So at this point we now know how to write our programs on an extremely low level, and thus produce an executable file that very closely matches what we want. But the question is, how is our program code now actually stored on disk?
We'll begin our investigation into executable formats by looking at the ELF binary specification and related tools, and then move on to examine the PE binary specification, and related tools for dealing with those binaries.
Recall that when a Linux program runs, we start at the _start function, and move on from there to __libc_start_main, and eventually to main, which is our code. So somehow the operating system is gathering together a whole lot of code from various places, and loading it into memory and then running it. How does it know what code goes where?
The answer on Linux and UNIX is the ELF binary specification. ELF specifies a standard format for mapping your code on disk to a complete executable image in memory that consists of your code, a stack, a heap (for malloc), and all the libraries you link against.
So lets provide an overview of the information needed for our purposes here, and refer the user to the ELF spec to fill in the details if they wish. We'll start from the beginning of a typical executable and work our way down.
There are three header areas in an ELF file: The main ELF file header, the program headers, and then the section headers. The program code lies in between the program headers and the section headers.
TODO: Insert figure here to show a typical ELF layout.
NOTE: ELF is extremely flexible. Many of these sections can be shunk, expanded, removed, etc. In fact, it is not outside the realm of possibility that some programs may deliberately make abnormal, yet valid ELF headers and files to try to make reverse engineering difficult (vmware does this, for example).
The main elf header basically tells us where everything is located in the file. It comes at the very beginning of the executable, and can be read directly from the first e_ehsize (default: 52) bytes of the file into this structure.
/* ELF File Header */ typedef struct { unsigned char e_ident[EI_NIDENT]; /* Magic number and other info */ Elf32_Half e_type; /* Object file type */ Elf32_Half e_machine; /* Architecture */ Elf32_Word e_version; /* Object file version */ Elf32_Addr e_entry; /* Entry point virtual address */ Elf32_Off e_phoff; /* Program header table file offset */ Elf32_Off e_shoff; /* Section header table file offset */ Elf32_Word e_flags; /* Processor-specific flags */ Elf32_Half e_ehsize; /* ELF header size in bytes */ Elf32_Half e_phentsize; /* Program header table entry size */ Elf32_Half e_phnum; /* Program header table entry count */ Elf32_Half e_shentsize; /* Section header table entry size */ Elf32_Half e_shnum; /* Section header table entry count */ Elf32_Half e_shstrndx; /* Section header string table index */ } Elf32_Ehdr;
The fields of interest to us are e_entry, e_phoff, e_shoff, and the sizes given. e_entry specifies the location of _start, e_phoff shows us where the array of program headers lies in relation to the start of the executable, and e_shoff shows us the same for the section headers.

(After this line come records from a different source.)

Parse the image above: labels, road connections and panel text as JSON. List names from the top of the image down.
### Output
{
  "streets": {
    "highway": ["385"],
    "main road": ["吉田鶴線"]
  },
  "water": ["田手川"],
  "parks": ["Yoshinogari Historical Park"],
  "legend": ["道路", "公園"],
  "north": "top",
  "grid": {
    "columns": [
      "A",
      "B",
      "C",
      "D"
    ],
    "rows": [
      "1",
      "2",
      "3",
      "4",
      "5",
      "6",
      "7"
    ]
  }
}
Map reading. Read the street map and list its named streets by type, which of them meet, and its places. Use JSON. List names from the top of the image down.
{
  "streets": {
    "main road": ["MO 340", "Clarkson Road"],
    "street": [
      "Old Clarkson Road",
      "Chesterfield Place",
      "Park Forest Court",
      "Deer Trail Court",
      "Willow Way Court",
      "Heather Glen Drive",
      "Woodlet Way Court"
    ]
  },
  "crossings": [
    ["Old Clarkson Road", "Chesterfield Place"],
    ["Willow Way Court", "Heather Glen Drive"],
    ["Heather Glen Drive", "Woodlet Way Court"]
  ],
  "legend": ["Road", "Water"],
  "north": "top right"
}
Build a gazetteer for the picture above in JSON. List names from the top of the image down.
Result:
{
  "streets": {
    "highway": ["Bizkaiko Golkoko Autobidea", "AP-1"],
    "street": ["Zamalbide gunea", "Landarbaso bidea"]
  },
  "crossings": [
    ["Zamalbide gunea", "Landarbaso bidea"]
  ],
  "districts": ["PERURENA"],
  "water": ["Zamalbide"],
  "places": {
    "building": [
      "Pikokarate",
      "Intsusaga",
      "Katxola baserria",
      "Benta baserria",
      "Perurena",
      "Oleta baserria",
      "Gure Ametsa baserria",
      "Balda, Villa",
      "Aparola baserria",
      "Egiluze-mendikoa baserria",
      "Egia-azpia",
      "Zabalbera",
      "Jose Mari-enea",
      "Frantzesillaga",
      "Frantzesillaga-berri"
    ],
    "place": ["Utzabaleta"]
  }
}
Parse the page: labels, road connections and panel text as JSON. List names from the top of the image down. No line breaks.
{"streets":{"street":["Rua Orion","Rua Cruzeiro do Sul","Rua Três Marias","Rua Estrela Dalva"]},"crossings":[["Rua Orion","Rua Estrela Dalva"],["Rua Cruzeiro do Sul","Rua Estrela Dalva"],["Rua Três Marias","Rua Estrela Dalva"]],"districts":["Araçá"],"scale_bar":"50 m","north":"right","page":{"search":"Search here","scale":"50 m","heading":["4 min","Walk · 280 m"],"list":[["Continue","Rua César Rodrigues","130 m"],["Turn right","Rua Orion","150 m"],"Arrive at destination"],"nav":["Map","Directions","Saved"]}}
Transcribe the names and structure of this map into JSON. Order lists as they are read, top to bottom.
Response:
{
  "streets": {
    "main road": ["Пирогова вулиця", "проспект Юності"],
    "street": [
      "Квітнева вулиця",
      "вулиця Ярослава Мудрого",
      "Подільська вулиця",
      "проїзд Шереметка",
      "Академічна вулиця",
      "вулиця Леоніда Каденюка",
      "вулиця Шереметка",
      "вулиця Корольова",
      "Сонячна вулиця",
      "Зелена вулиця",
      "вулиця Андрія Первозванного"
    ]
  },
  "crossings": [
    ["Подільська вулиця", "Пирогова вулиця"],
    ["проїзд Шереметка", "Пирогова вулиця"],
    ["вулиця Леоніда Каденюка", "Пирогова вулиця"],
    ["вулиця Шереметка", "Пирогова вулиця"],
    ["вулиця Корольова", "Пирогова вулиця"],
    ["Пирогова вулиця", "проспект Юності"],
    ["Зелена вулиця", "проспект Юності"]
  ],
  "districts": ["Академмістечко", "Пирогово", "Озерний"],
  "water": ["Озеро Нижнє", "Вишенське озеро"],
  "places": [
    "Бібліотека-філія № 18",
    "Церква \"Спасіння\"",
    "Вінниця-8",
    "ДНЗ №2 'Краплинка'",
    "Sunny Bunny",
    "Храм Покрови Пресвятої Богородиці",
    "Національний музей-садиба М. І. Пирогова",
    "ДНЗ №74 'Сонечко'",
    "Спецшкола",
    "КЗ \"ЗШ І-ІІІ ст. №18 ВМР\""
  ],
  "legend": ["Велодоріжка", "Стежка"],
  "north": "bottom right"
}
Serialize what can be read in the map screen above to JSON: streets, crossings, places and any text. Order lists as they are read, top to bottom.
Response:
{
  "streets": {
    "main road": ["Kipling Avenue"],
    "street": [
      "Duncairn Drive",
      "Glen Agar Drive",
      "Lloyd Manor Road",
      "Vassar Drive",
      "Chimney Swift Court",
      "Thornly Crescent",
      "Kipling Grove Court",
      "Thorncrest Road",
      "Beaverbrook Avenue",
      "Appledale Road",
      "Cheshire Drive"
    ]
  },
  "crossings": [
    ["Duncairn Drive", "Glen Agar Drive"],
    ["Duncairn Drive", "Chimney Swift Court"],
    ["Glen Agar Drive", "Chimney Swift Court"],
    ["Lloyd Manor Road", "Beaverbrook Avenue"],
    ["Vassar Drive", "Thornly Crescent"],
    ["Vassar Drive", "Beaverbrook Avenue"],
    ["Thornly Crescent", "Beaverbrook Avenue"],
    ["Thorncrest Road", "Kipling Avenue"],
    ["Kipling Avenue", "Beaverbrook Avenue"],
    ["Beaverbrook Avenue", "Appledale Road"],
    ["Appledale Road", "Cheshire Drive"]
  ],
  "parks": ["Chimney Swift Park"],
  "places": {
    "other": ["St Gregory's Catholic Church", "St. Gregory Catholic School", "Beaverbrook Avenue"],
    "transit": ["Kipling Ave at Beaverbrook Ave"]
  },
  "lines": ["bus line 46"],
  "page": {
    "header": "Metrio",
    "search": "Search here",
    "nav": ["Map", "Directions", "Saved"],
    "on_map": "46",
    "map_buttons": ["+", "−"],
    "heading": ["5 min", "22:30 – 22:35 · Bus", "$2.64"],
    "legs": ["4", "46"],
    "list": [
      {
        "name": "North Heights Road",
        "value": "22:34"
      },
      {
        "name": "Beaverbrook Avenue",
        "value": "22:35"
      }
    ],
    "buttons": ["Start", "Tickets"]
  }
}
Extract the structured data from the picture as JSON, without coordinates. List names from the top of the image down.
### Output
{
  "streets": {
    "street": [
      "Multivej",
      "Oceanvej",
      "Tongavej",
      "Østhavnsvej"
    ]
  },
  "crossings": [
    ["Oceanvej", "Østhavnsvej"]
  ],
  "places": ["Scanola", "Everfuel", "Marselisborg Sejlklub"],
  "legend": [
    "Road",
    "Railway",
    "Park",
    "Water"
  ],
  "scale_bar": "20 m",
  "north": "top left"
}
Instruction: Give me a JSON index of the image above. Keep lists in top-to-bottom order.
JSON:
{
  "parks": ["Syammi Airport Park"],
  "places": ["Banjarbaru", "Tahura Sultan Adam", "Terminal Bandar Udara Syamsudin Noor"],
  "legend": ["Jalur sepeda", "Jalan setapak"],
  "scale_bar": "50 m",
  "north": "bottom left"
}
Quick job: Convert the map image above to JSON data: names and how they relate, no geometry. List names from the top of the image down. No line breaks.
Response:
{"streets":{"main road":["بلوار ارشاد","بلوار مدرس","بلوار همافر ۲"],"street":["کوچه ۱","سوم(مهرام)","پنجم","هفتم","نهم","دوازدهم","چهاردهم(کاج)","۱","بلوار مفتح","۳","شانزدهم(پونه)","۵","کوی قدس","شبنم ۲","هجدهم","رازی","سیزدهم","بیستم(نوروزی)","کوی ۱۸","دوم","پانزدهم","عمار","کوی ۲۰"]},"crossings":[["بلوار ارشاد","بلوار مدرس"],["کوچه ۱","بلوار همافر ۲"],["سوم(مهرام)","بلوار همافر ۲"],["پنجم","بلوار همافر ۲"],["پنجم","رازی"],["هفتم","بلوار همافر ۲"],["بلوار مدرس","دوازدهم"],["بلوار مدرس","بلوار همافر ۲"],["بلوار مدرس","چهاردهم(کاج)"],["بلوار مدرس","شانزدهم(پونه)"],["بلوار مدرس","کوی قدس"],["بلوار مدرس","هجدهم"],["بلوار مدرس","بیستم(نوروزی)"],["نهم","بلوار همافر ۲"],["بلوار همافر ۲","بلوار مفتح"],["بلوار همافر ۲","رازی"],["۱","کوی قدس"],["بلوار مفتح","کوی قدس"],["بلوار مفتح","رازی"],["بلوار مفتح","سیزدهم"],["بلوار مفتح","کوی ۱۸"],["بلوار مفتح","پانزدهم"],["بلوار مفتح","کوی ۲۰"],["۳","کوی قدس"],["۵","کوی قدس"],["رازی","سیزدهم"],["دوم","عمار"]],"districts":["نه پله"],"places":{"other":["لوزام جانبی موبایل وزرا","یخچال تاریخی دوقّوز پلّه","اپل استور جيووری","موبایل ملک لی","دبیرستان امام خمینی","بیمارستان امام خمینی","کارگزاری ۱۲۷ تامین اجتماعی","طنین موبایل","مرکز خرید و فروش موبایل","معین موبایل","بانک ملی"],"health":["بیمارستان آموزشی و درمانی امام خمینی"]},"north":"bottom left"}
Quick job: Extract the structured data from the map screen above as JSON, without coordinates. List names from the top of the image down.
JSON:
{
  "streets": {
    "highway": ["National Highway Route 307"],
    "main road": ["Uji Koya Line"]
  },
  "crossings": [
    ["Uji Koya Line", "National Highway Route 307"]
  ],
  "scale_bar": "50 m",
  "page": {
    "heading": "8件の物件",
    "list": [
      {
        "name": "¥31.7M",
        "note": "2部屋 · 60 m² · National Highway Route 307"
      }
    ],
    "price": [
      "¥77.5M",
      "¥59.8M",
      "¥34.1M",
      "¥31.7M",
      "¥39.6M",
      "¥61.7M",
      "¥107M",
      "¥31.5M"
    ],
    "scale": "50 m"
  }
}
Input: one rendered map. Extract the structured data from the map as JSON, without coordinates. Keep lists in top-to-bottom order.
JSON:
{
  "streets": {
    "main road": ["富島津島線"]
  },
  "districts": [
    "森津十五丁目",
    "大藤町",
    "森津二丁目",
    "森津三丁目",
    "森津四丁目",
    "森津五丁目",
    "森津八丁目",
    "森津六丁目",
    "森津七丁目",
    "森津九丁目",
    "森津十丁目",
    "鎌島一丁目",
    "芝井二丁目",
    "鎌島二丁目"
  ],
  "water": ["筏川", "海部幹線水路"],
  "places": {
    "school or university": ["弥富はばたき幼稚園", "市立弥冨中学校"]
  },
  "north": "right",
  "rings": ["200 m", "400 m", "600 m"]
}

The next portion of the program are the ELF program headers. These describe the sections of the program that contain executable program code to get mapped into the program address space as it loads.
/* Program segment header. */ typedef struct { Elf32_Word p_type; /* Segment type */ Elf32_Off p_offset; /* Segment file offset */ Elf32_Addr p_vaddr; /* Segment virtual address */ Elf32_Addr p_paddr; /* Segment physical address */ Elf32_Word p_filesz; /* Segment size in file */ Elf32_Word p_memsz; /* Segment size in memory */ Elf32_Word p_flags; /* Segment flags */ Elf32_Word p_align; /* Segment alignment */ } Elf32_Phdr;
Keep in mind that there are going to a few of these (usually 2) end-to-end (ie forming an array of structs) in a typical ELF executable. The interesting fields in this structure are p_offset, p_filesz, and p_memsz, all of which we will need to make use of in the code modification chapter.
The meat of the ELF file comes next. The actual locations and sizes of portions of the body are described by the program headers above, and contain the executable instructions from our assembly file, as well as string constants and global variable declarations. This will become important in the next chapter, program modification. (TODO: How to link to other chapters)
The ELF section headers describe various named sections in an executable file. Each section has an entry in the section headers array, which is found at the bottom of the executable and has the following format:
/* Section header. */ typedef struct { Elf32_Word sh_name; /* Section name (string tbl index) */ Elf32_Word sh_type; /* Section type */ Elf32_Word sh_flags; /* Section flags */ Elf32_Addr sh_addr; /* Section virtual addr at execution */ Elf32_Off sh_offset; /* Section file offset */ Elf32_Word sh_size; /* Section size in bytes */ Elf32_Word sh_link; /* Link to another section */ Elf32_Word sh_info; /* Additional section information */ Elf32_Word sh_addralign; /* Section alignment */ Elf32_Word sh_entsize; /* Entry size if section holds table */ } Elf32_Shdr;
The section headers are entirely optional, however. A list of common sections can be found on page 20 of the ELF Spec PDF
Editing ELF is often desired during reverse engineering, especially when we want to insert bodies of code, or if we want to reverse engineer binaries with deliberately corrupted ELF headers.
Now you could edit these headers by hand using the <elf.h> header file and those above structures, but luckily there is already a nice editor called HT Editor that allows you to examine and modify all sections of an ELF program, from ELF header to actual instructions. (TODO: instructions, screenshots of HTE)
Do note that changing the size of various program sections in the ELF headers will most likely break things. We will get into how to edit ELF in more detail when we are talking about actual code insertion, which is the next chapter.